Here, Plaintiff has offered sufficient evidence to demonstrate that her mental impairment has more than a minimal effect on her ability to perform work-related functions. For example, Plaintiff's treating psychiatrist, Monica Gordon, M.D., diagnosed Plaintiff on October 15, 2007 with recurrent major depressive disorder and also assessed Plaintiff with a Global Assessment of Functioning Score of 40. (AR 235-39.) Additional treatment notes from October 2007 through September 2008 state that Plaintiff was depressed, tearful, had a decreased appetite, difficulty sleeping, anxiety, short attention span and difficulty concentrating. (AR 227, 233-34, 244-45, 267, 270, 272-73, 275, 284, 288, 290.) The medical records also show that Plaintiff was taking Cymbalta for depression for more than a year. (AR 238, 247, 284, 290, 306.) Plaintiff was also attending group therapy at this time. (AR 250-56, 268-80, 285-86.) This indicates a level of impairment that at least meets the "de minimis" requirement at the second stage of the inquiry. Smolen, 80 F.3d at 1290. Accordingly, the ALJ's failure to find Plaintiff's mental impairment severe warrants remand for further proceedings and evaluation of Plaintiff.

IV. Conclusion

The decision whether to remand for further proceedings is within this Court's discretion. Harman v. Apfel, 211 F.3d 1172, 1175-78 (9th Cir. 2000). Where no useful purpose would be served by further administrative proceedings, or where the record has been fully developed, it is appropriate to exercise this discretion to direct an immediate award of benefits. Id. at 1179 ("the decision of whether to remand for further proceedings turns upon the likely utility of such proceedings"); Benecke v. Barnhart, 379 F.3d 587, 593 (9th Cir. 2004). However, where there are outstanding issues that must be resolved before a determination of disability can be made, and it is not clear from the record that the ALJ would be required to find the claimant disabled if all the evidence were properly evaluated, remand is appropriate. Bunnell v. Barnhart, 336 F.3d 1112, 1115-16 (9th Cir. 2003); see also Connett v. Barnhart, 340 F.3d 871, 876 (9th Cir. 2003)(remanding case for reconsideration of credibility determination).

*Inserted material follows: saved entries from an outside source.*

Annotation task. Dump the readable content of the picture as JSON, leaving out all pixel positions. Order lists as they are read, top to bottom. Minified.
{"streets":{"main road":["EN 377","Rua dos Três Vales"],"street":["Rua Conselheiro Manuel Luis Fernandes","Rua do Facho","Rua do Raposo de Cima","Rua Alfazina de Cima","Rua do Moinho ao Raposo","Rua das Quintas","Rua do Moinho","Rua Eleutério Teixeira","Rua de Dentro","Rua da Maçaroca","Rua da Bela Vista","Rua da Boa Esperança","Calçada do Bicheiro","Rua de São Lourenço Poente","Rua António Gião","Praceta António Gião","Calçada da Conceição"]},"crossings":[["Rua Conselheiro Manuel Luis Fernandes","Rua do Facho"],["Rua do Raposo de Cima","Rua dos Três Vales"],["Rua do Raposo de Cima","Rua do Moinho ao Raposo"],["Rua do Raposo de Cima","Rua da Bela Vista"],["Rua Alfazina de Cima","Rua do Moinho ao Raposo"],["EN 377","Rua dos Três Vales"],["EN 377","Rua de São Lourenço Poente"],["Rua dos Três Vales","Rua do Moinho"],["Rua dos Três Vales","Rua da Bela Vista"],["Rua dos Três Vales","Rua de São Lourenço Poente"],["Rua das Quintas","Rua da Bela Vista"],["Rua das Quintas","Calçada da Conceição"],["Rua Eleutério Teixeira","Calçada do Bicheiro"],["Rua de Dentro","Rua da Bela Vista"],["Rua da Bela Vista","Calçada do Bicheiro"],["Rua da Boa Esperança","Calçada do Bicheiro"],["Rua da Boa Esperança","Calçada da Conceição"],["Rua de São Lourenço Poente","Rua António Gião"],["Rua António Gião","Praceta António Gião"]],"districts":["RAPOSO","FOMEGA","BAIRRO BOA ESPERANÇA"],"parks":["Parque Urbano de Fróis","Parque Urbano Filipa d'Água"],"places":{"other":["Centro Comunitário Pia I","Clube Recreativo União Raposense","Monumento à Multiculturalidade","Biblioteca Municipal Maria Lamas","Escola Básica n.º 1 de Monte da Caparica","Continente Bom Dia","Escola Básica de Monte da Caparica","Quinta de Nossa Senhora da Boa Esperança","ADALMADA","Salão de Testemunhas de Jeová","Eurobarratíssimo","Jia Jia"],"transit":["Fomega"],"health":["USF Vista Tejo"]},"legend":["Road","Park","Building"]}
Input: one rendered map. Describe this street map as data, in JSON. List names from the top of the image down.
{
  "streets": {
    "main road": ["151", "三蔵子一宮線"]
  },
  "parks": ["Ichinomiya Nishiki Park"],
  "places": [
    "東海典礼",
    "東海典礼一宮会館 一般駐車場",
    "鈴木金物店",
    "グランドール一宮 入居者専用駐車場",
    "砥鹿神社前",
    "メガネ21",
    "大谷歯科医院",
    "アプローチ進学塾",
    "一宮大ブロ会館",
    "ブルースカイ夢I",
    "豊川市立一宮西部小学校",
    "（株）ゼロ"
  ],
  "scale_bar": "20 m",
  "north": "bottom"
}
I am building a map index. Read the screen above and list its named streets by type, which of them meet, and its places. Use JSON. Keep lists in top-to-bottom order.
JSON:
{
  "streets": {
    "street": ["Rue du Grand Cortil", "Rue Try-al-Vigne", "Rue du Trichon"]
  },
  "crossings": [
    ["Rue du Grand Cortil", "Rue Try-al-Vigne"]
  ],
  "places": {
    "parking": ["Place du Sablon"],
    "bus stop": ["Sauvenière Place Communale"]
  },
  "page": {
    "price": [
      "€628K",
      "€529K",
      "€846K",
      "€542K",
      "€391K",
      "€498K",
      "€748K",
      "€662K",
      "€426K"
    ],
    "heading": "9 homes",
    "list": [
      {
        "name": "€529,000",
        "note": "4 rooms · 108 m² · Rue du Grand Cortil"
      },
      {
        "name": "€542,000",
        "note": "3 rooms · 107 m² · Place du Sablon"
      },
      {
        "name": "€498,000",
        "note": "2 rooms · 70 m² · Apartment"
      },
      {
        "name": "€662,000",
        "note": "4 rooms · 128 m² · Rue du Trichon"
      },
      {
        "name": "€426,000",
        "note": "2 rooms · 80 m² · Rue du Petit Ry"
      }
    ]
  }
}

Here, the evidence shows an impairment that can be considered "severe" within the meaning of the Social Security Regulations, but which might not prevent Plaintiff from performing work in the national economy. However, that is not a determination that this Court can make. Accordingly, the case is remanded for further evaluation in accordance with the five-step sequential process.